Ventilators are useful, but now that we have more experience, we've learned that you don't need to intubate as early as originally thought, so the original concern that we will run out of ventilators is much less. In my experience, the biggest bottleneck for care has been nursing staff, especially critical care trained nurses.
They should just go for markets that aren't made up of lawyers that want to sue everyone and medical companies that want to rip everyone off. So somewhere outside the US. The EU would likely be a more welcoming market for open source.
The EU is about as hostile to open source as the US is, and it's also considerably anti-business compared to the US, which manifests e. g. as extremely complicated regulatory requirements, which is not really what open source shines at.
> it's also considerably anti-business [...] extremely complicated regulatory requirements
Do you have any personal experience with starting a business in the EU and receiving hostility or dealing with complicated requirements? (asking emteycz here, no one else)
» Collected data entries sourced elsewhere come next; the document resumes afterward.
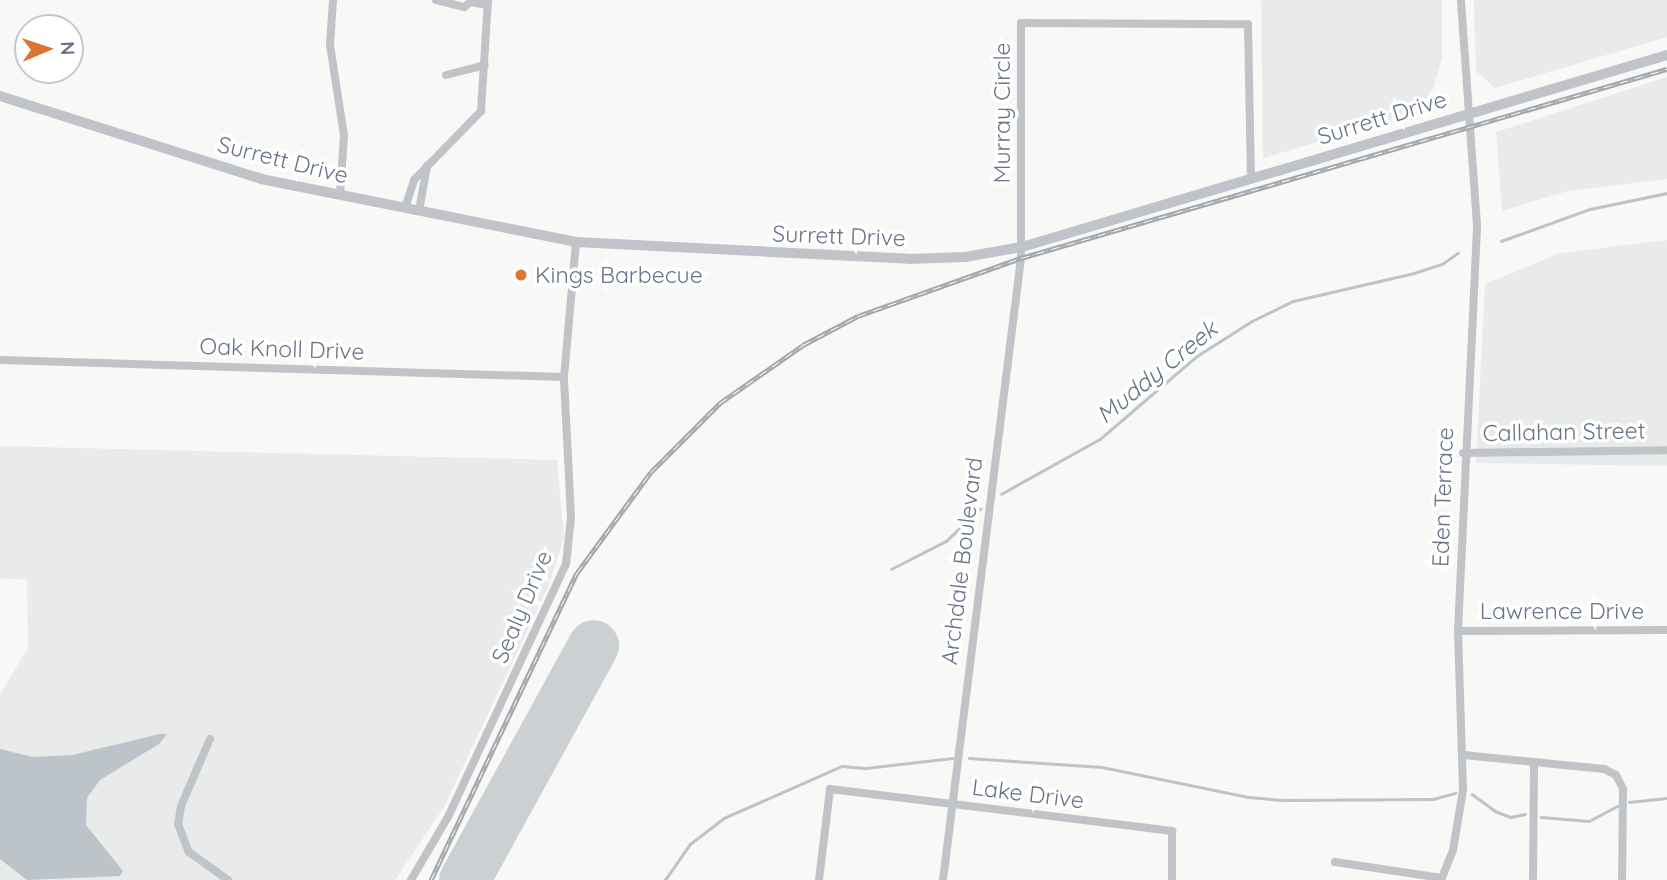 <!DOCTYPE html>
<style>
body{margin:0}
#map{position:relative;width:1667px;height:880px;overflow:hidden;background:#f8f9f6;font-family:Quicksand,sans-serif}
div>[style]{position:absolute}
.built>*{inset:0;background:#e9eaea}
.water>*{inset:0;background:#bcc4ca}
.stream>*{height:2.5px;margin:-1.25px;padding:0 1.25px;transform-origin:1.25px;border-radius:1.25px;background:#bcc4ca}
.runway>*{height:51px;margin:-25.5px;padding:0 25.5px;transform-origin:25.5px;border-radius:25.5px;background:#cdd0d2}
.minor>*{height:8px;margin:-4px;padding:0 4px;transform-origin:4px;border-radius:4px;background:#c0c3c8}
.tertiary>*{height:10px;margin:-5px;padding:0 5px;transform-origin:5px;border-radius:5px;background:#c0c3c8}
.rail>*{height:5px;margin-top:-2.5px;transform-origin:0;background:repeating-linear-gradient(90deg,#fff 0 8px,#a2a7ae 0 16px);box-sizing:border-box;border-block:2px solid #a2a7ae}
.dots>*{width:19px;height:19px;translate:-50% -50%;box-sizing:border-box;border:4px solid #fff;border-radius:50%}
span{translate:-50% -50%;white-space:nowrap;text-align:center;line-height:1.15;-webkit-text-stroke:7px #fff;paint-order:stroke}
.street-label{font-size:23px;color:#697586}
.poi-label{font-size:23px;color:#697586}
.left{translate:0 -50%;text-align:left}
.water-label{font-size:24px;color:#657581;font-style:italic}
.north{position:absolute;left:14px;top:14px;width:70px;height:70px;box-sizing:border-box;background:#fff;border:2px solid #c3c8cf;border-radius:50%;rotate:88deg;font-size:19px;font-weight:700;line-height:28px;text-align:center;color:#697586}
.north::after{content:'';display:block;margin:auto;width:24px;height:32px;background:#db7534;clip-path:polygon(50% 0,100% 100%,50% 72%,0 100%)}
</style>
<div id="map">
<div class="built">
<div style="clip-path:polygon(1261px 0,1442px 0,1442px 58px,1433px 89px,1415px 114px,1263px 158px)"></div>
<div style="clip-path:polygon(1474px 0,1667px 0,1667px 37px,1495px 88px,1476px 71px)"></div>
<div style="clip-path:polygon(1667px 77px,1667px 179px,1568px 191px,1502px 211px,1496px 132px)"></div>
<div style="clip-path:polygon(1667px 240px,1667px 466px,1476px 463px,1485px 284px,1560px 253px)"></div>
<div style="clip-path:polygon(0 446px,557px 460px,564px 538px,548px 587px,444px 807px,395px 880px,0 880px,0 694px,28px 648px,27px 580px,0 578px)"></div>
</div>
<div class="water">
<div style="clip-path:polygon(160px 734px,167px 734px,159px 744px,100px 780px,87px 798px,86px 825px,123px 871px,120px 876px,27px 880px,0 859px,0 749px,33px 757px,72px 755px)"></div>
</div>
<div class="stream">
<div style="left:1501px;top:241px;width:95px;rotate:-19.8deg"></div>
<div style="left:1590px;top:209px;width:79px;rotate:-11.7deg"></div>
<div style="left:1001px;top:494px;width:113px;rotate:-29.1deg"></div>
<div style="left:1100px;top:439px;width:128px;rotate:-40.6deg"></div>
<div style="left:1197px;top:356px;width:65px;rotate:-32.5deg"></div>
<div style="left:1252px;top:321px;width:46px;rotate:-26deg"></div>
<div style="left:1293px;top:301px;width:124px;rotate:-13deg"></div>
<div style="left:1414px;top:273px;width:29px;rotate:-18deg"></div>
<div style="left:1442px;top:264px;width:19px;rotate:-35deg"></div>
<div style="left:891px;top:569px;width:62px;rotate:-27deg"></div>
<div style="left:946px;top:541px;width:48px;rotate:-43.3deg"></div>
<div style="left:969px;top:758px;width:133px;rotate:3.9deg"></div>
<div style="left:1102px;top:767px;width:149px;rotate:11.6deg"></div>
<div style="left:1248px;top:797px;width:38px;rotate:5deg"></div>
<div style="left:1286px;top:800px;width:147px;rotate:-0.4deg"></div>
<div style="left:1433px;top:799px;width:23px;rotate:-15deg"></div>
<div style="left:1472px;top:794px;width:29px;rotate:36deg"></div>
<div style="left:1495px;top:811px;width:17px;rotate:21deg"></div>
<div style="left:1511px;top:817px;width:14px;rotate:-12deg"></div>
<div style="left:1629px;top:802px;width:38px;rotate:-6deg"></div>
<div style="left:1541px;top:817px;width:48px;rotate:4.8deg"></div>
<div style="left:1589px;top:821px;width:32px;rotate:-28deg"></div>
<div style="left:665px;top:880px;width:44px;rotate:-55.2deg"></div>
<div style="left:690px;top:844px;width:43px;rotate:-37.4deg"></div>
<div style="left:724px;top:818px;width:129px;rotate:-23.8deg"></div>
<div style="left:842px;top:766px;width:24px;rotate:5deg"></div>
<div style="left:866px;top:768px;width:87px;rotate:-6.6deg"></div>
</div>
<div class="runway">
<div style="left:464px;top:880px;width:268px;rotate:-61.2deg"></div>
</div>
<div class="minor">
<div style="left:333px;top:0;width:45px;rotate:93.8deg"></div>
<div style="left:330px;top:45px;width:91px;rotate:81.2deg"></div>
<div style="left:344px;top:135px;width:60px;rotate:93.8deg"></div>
<div style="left:436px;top:0;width:29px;rotate:14deg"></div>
<div style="left:464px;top:7px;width:9px;rotate:-36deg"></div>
<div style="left:471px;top:2px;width:16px;rotate:11deg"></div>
<div style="left:446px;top:75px;width:40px;rotate:-14.4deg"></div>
<div style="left:405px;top:208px;width:29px;rotate:-72deg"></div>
<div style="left:414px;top:180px;width:96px;rotate:-45.8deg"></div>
<div style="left:481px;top:111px;width:111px;rotate:-86.4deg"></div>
<div style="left:419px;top:211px;width:46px;rotate:-79.9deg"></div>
<div style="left:0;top:360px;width:564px;rotate:1.73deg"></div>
<div style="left:1463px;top:453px;width:204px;rotate:-0.8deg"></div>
<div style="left:1458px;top:631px;width:209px;rotate:-0.3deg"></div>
<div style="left:210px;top:739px;width:73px;rotate:113.4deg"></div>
<div style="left:181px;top:806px;width:18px;rotate:99deg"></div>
<div style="left:178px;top:824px;width:30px;rotate:69deg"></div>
<div style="left:189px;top:852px;width:48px;rotate:35.7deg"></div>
<div style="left:1464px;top:755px;width:141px;rotate:5.7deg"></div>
<div style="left:1604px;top:769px;width:13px;rotate:27deg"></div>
<div style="left:1616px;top:775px;width:16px;rotate:63deg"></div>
<div style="left:1623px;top:789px;width:91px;rotate:90.6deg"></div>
<div style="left:1335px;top:862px;width:108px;rotate:8.5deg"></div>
<div style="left:411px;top:880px;width:73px;rotate:-59.6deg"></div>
<div style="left:448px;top:817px;width:279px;rotate:-65deg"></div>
<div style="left:566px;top:564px;width:47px;rotate:-83.9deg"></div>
<div style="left:571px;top:517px;width:140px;rotate:-92.9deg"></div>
<div style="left:564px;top:377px;width:136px;rotate:-84.9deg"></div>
<div style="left:819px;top:880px;width:92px;rotate:-83.1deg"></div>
<div style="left:830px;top:789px;width:345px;rotate:7deg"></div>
<div style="left:1172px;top:831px;width:49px;rotate:90deg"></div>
<div style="left:943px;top:880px;width:627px;rotate:-82.85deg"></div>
<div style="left:1021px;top:258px;width:235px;rotate:-90deg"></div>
<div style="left:1021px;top:23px;width:227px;rotate:0.3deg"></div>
<div style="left:1248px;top:24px;width:153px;rotate:88.9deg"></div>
<div style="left:1441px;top:880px;width:32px;rotate:-68deg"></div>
<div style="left:1453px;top:850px;width:61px;rotate:-80.5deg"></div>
<div style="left:1463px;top:790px;width:159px;rotate:-91.8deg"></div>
<div style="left:1458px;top:631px;width:406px;rotate:-87.3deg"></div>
<div style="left:1477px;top:225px;width:226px;rotate:-94.1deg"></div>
<div style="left:1533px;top:880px;width:118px;rotate:-89.5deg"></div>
</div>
<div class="tertiary">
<div style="left:0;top:96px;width:274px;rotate:17.6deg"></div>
<div style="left:261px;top:179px;width:321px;rotate:11.3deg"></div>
<div style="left:576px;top:242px;width:333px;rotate:2.9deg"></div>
<div style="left:909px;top:259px;width:56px;rotate:-2deg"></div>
<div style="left:965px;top:257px;width:58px;rotate:-10deg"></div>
<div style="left:1022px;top:247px;width:673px;rotate:-16.58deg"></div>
</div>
<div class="rail">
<div style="left:431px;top:880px;width:340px;rotate:-64.6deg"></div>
<div style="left:577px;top:573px;width:125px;rotate:-53.8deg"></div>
<div style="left:651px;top:472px;width:98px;rotate:-45deg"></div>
<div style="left:720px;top:403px;width:101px;rotate:-34.9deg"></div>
<div style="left:803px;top:345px;width:62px;rotate:-27.8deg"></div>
<div style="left:858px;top:316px;width:173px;rotate:-19.6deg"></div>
<div style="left:1021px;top:258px;width:673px;rotate:-16.31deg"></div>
</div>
<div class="dots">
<div style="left:521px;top:275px;background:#db7534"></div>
</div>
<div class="street-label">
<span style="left:1002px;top:113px;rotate:-90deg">Murray Circle</span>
<span style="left:1382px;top:118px;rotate:-17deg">Surrett Drive</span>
<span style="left:283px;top:160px;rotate:14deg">Surrett Drive</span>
<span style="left:839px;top:236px;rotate:2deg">Surrett Drive</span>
<span style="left:282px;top:349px;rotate:2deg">Oak Knoll Drive</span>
<span style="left:1564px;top:432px;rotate:-1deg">Callahan Street</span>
<span style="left:1443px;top:497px;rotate:-88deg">Eden Terrace</span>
<span style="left:962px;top:561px;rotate:-83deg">Archdale Boulevard</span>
<span style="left:522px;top:607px;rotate:-67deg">Sealy Drive</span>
<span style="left:1562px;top:611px">Lawrence Drive</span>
<span style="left:1028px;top:794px;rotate:7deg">Lake Drive</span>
</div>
<div class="poi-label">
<span class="left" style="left:535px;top:275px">Kings Barbecue</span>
</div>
<div class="water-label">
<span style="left:1157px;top:372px;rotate:-39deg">Muddy Creek</span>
</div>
<div class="north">N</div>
</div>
I've started multiple businesses in different EU countries and never hit any "extremely complicated regulatory requirements" when I've done it. Basically sign some papers, pay the necessary fees (if even needed, not always a requirement) and make sure the company reports accurate numbers each quarter and you're basically good to go. Is it any easier in the US?
Or are you simply echoing other peoples opinions here?
IDK if "cz" means Czechia in the name of OP, but yes, once you employ somebody and are a VAT payer, your paperwork goes way up. You can outsource it to your accountant, though.
AFAIK employment is bureaucratically easier in the US and none of the US states even has VAT.
But other barriers have fallen recently. If you wanted to start a Ltd company here in Czechia around 2005, all the necessary paperwork took about 100 days to complete. This has been optimized, now it takes just several days and the fees have been cut in half.
I ran a business in California - there sales tax is incredibly more difficult to manage than the VAT (GST) here in New Zealand. Imagine having to charge someone a different sales tax rate depending on which county they live in .....
I was born in, live, work and do business in the EU.
Perhaps you're talking about one of the 'free' sectors? My IT services business is as easy as you say, even being a VAT payer is not that bad to me (but is to others in different sectors).
Medical devices, or e. g. people transportation (which I have experience with) are the polar opposite.
No, transportation definitely is not as regulated in the USA as it is in the EU. I'm not against regulation, and you're right that medical devices should be regulated more than less, but tranportation is overregulated for nothing.
If they can get the relevant certifications and work out how to handle reliable servicing, it could be a significant boon to the medical community, especially in areas where cost is an issue.
Better yet, it could show people that it is possible to develop critical medical devices without relying on a heavy veil of secrecy and NDAs, and give a much-needed leg up to projects developing devices like ultrasound imagers or EKGs/EEGs/etc.
Here's hoping they can clear the regulatory hurdles without much difficulty and let people buy them without MIT-style license disclaimers, but it looks like those problems will likely fall on local manufacturers.
Which raises an interesting question: is it smart to be the first company to start mass-producing an open-source medical device? You would need to foot the heavy certification bill as a large capital investment, while any future competitors wouldn't.